• Prompt
Write out nothing but the lines from the first line of the entries below through the line with "filter:drop-shadow(0 0 1px"; no pictures go in.

Saved data entries
= Beginning of Section =

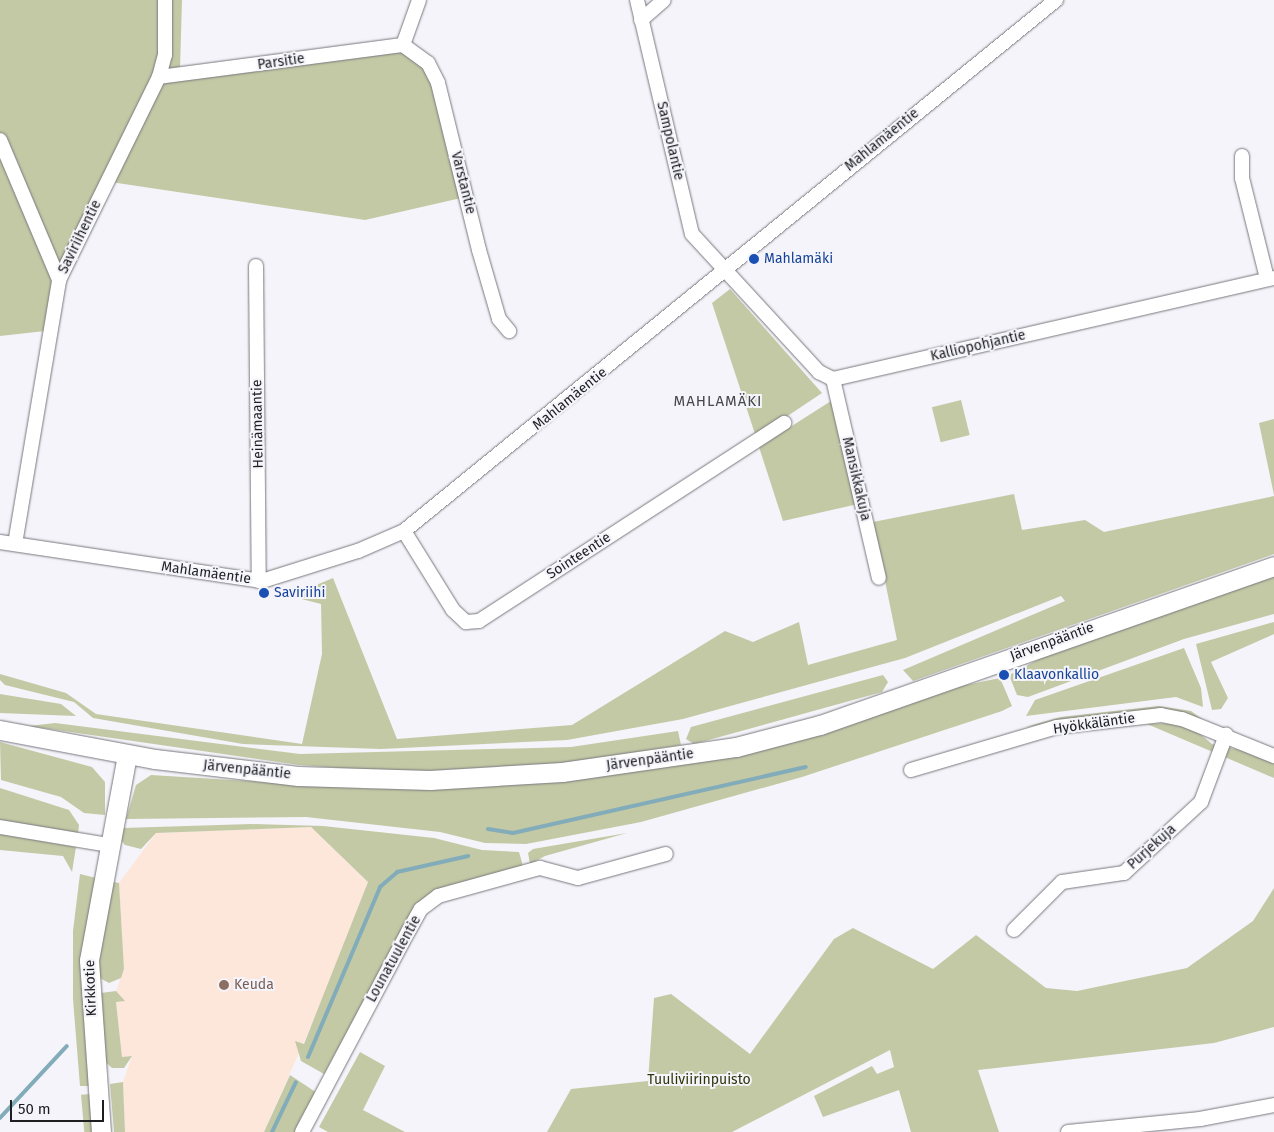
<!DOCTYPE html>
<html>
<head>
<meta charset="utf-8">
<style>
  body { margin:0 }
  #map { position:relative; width:1274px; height:1132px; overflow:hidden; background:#f4f4fa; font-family:"Fira Sans",sans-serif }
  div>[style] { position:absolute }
  .education>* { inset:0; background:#fde6da }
  .green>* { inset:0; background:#c3c9a5; transform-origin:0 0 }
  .stream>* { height:4px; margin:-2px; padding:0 2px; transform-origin:2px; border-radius:2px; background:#82acb9 }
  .roads { filter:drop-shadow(0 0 1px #77787d) drop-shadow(0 0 1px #77787d) }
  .street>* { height:14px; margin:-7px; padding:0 7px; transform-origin:7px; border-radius:7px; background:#fff }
  .secondary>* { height:19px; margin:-9.5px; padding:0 9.5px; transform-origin:9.5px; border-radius:9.5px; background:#fff }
  .dots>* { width:14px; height:14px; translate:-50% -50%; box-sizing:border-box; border:2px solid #f4f4fa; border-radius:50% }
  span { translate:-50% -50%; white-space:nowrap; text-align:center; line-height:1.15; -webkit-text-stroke:4px #f4f4fa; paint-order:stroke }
  .street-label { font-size:14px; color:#1d1e20 }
  .transit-label { font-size:14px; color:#164399 }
  .left { translate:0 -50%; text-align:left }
  .education-label { font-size:14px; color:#785e54 }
  .park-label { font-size:14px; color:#303408 }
  .neighbourhood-label { font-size:15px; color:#47484d; letter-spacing:1px }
  .scale { position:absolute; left:10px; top:1100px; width:94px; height:22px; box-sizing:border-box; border:2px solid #1d1e20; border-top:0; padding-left:6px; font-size:15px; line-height:18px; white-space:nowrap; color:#1d1e20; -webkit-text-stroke:4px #f4f4fa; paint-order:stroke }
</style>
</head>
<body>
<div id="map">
  <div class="education">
    <div style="clip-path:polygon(311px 827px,368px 882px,344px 951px,264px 1132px,125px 1132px,123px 1082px,132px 1056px,122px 1057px,116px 1002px,124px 1001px,116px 991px,124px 969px,119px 883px,156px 833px)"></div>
  </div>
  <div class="green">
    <div style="clip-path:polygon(0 0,182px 0,180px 69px,393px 41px,429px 72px,461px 198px,365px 220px,104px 181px,45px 331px,0 336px)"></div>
    <div style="clip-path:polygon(730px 289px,822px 393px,756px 437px,712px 303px)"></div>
    <div style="left:961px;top:400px;width:36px;height:30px;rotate:76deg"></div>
    <div style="clip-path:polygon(831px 401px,858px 504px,783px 521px,759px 447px)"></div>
    <div style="clip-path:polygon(1274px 419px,1274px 495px,1259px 423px)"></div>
    <div style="clip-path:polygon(1014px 494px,1022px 530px,1085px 520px,1104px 532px,1274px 496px,1274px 554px,913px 681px,903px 670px,1065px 601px,1061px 596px,905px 658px,683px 719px,567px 740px,381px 749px,243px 744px,93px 718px,74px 702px,5px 685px,0 680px,0 674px,66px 693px,96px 714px,302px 744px,322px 654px,321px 604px,290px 596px,333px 578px,397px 739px,572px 725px,725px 631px,753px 642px,799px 622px,808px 665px,897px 640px,873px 522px)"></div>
    <div style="clip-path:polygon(1274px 575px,1274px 614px,1184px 639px,1028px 697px,1017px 695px,1009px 675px,1049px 654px)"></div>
    <div style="clip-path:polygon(1274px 622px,1274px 634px,1211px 662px,1228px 698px,1221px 709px,1212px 710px,1196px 644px)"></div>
    <div style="clip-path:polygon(1184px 648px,1201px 688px,1203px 707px,1176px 697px,1026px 716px,1035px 700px)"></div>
    <div style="clip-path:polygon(883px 675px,888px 682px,882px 692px,694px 744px,686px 739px,691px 727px)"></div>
    <div style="clip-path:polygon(1000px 678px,1012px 706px,1002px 711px,802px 777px,641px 822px,526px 844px,485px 843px,440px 832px,306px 817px,126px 819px,136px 785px,151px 775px,375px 789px,584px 779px,746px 752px,956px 687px)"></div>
    <div style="clip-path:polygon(0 694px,61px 704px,76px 716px,0 713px)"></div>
    <div style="clip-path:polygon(1159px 706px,1191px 711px,1203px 720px,1163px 709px,1025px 727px,1061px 717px)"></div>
    <div style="clip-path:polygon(55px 723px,300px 754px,571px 747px,678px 731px,681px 745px,577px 762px,427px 771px,367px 770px,299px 765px,29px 726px)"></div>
    <div style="clip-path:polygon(1173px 723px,1199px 733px,1212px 744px,1245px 751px,1274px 764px,1274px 778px,1147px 724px)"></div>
    <div style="clip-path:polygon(0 742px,92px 767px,105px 782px,105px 815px,84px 813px,61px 797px,1px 780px)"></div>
    <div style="clip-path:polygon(0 788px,69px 810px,79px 825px,78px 834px,0 821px)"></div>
    <div style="clip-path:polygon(251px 824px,323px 826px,434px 838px,482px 850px,519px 852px,523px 866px,419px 902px,324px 1074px,301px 1061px,295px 1041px,304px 1044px,368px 882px,311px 827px,156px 833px,141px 849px,125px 845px,120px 839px,123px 828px)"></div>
    <div style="clip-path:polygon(627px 833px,545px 856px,530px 864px,528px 853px,533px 849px)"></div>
    <div style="clip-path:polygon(0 834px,76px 847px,72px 872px,63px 856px,0 850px)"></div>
    <div style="clip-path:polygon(80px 874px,96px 878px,91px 1086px,80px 1086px,73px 999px,73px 931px)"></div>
    <div style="clip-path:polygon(109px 881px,119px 883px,124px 969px,121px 978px,109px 983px,96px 976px)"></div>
    <div style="clip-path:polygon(1274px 888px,1274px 1027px,1214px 1043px,978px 1070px,999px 1132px,911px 1132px,899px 1090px,823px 1117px,814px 1096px,872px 1066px,877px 1074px,894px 1067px,890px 1050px,732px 1132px,547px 1132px,571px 1089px,648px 1081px,654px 998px,671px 994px,750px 1054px,834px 939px,853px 928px,933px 969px,976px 935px,1046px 988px,1077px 991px,1187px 968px,1253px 921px)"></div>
    <div style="clip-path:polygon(116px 991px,125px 1001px,116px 1002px,122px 1057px,132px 1056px,124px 1068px,112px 1068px,103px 1060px,101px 993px)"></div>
    <div style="clip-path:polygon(360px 1052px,385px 1066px,363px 1110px,405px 1132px,328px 1132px,319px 1127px)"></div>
    <div style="clip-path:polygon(290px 1075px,317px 1093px,295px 1132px,264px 1132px)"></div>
    <div style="clip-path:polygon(123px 1082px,125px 1132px,114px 1132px,110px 1084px)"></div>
    <div style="left:91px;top:1094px;width:38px;height:10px;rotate:85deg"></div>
  </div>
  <div class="stream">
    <div style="left:488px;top:829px;width:25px;rotate:9deg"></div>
    <div style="left:513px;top:833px;width:300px;rotate:-12.7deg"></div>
    <div style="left:308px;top:1057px;width:185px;rotate:-67deg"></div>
    <div style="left:380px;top:887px;width:23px;rotate:-41deg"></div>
    <div style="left:397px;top:872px;width:73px;rotate:-12.7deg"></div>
    <div style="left:0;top:1118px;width:98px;rotate:-47.1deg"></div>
    <div style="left:272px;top:1132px;width:55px;rotate:-64.4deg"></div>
  </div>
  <div class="roads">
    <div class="street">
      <div style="left:637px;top:0;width:240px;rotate:76.8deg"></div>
      <div style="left:692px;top:234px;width:188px;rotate:47.4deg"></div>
      <div style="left:819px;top:372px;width:16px;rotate:27deg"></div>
      <div style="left:833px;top:379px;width:452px;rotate:-12.9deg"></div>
      <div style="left:641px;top:20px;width:30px;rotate:-41deg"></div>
      <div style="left:403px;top:45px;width:31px;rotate:36deg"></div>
      <div style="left:428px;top:63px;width:22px;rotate:63deg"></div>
      <div style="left:438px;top:83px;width:172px;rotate:76.2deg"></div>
      <div style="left:479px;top:250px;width:72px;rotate:73.8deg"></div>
      <div style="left:499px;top:319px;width:16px;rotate:50deg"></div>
      <div style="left:403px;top:45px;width:48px;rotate:-70.4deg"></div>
      <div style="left:159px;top:77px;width:246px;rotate:-7.5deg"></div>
      <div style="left:0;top:140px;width:152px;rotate:67.1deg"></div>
      <div style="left:1242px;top:156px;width:22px;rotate:90deg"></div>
      <div style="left:1242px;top:178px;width:103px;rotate:76deg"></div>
      <div style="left:256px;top:266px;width:315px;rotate:89.5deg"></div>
      <div style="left:833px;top:379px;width:204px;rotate:77deg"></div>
      <div style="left:404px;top:531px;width:93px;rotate:58.2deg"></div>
      <div style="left:453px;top:610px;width:18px;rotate:43deg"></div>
      <div style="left:466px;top:622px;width:13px;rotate:-4deg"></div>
      <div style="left:479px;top:621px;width:364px;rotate:-33deg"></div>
      <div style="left:0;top:542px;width:265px;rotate:8.5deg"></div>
      <div style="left:262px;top:581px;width:101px;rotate:-17.4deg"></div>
      <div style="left:358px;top:551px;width:50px;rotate:-23.5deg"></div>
      <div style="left:404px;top:531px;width:841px;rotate:-39.16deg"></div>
      <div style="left:15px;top:544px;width:268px;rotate:-80.5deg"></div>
      <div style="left:59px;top:280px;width:226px;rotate:-63.8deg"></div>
      <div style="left:159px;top:77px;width:23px;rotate:-75deg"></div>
      <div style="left:165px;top:55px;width:55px;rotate:-90deg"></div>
      <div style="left:911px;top:770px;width:152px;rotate:-16.4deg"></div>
      <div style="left:1057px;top:727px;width:105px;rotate:-6.6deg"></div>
      <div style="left:1161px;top:715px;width:21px;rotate:11deg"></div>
      <div style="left:1182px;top:719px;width:99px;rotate:21.9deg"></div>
      <div style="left:0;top:827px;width:110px;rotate:9.4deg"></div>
      <div style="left:1014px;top:930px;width:68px;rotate:-45deg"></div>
      <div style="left:1062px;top:882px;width:63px;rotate:-8.3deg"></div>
      <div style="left:1124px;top:873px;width:105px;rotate:-42.7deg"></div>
      <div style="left:1201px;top:802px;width:72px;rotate:-69.5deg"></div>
      <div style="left:302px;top:1132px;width:226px;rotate:-62.1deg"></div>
      <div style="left:408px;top:932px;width:26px;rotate:-61deg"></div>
      <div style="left:421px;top:909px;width:21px;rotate:-37deg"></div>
      <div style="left:438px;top:896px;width:106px;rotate:-15.4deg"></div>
      <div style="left:540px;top:868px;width:39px;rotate:15deg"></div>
      <div style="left:578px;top:878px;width:91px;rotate:-15.3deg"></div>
      <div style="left:1068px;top:1132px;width:133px;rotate:-5.6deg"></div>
      <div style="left:1200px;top:1119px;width:75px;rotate:-10.7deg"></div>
    </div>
    <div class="secondary">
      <div style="left:0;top:730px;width:158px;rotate:10.6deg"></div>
      <div style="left:155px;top:759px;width:144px;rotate:6.8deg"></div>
      <div style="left:298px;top:776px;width:132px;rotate:1.7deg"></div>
      <div style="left:430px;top:780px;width:132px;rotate:-3.5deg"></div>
      <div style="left:562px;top:772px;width:176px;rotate:-8.2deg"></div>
      <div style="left:736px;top:747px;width:87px;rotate:-14.7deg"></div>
      <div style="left:820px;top:725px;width:481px;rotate:-19.3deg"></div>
      <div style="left:101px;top:1132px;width:172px;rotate:-94deg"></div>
      <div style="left:89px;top:960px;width:208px;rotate:-79.5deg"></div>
    </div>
  </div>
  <div class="dots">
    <div style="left:754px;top:259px;background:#1a4fb4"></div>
    <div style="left:264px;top:593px;background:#1a4fb4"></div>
    <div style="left:1004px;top:675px;background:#1a4fb4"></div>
    <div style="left:224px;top:985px;background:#8d6e63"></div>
  </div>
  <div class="street-label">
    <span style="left:281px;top:62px;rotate:-8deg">Parsitie</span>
    <span style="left:882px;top:140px;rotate:-39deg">Mahlamäentie</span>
    <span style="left:670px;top:141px;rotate:77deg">Sampolantie</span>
    <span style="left:463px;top:183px;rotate:76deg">Varstantie</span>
    <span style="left:80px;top:237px;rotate:-64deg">Saviriihentie</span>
    <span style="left:978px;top:346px;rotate:-13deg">Kalliopohjantie</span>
    <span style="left:570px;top:399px;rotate:-39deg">Mahlamäentie</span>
    <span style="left:258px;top:424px;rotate:-91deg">Heinämaantie</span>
    <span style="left:856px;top:479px;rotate:77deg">Mansikkakuja</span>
    <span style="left:579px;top:556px;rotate:-33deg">Sointeentie</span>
    <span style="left:206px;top:573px;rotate:8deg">Mahlamäentie</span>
    <span style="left:1052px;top:642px;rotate:-20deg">Järvenpääntie</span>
    <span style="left:1094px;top:724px;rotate:-8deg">Hyökkäläntie</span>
    <span style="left:650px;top:760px;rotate:-8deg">Järvenpääntie</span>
    <span style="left:247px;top:770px;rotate:6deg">Järvenpääntie</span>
    <span style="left:1152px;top:847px;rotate:-42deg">Purjekuja</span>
    <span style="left:394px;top:959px;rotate:-61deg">Lounatuulentie</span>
    <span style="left:91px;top:988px;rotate:-92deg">Kirkkotie</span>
  </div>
  <div class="transit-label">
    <span class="left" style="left:764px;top:259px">Mahlamäki</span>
    <span class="left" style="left:274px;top:593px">Saviriihi</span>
    <span class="left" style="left:1014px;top:675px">Klaavonkallio</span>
  </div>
  <div class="education-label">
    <span class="left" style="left:234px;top:985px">Keuda</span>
  </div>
  <div class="park-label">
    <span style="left:699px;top:1080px">Tuuliviirinpuisto</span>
  </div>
  <div class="neighbourhood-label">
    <span style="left:718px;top:402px">MAHLAMÄKI</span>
  </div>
  <div class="scale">50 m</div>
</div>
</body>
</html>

= End of Section =

• Result below
<!DOCTYPE html>
<html>
<head>
<meta charset="utf-8">
<style>
  body { margin:0 }
  #map { position:relative; width:1274px; height:1132px; overflow:hidden; background:#f4f4fa; font-family:"Fira Sans",sans-serif }
  div>[style] { position:absolute }
  .education>* { inset:0; background:#fde6da }
  .green>* { inset:0; background:#c3c9a5; transform-origin:0 0 }
  .stream>* { height:4px; margin:-2px; padding:0 2px; transform-origin:2px; border-radius:2px; background:#82acb9 }
  .roads { filter:drop-shadow(0 0 1px #77787d) drop-shadow(0 0 1px #77787d) }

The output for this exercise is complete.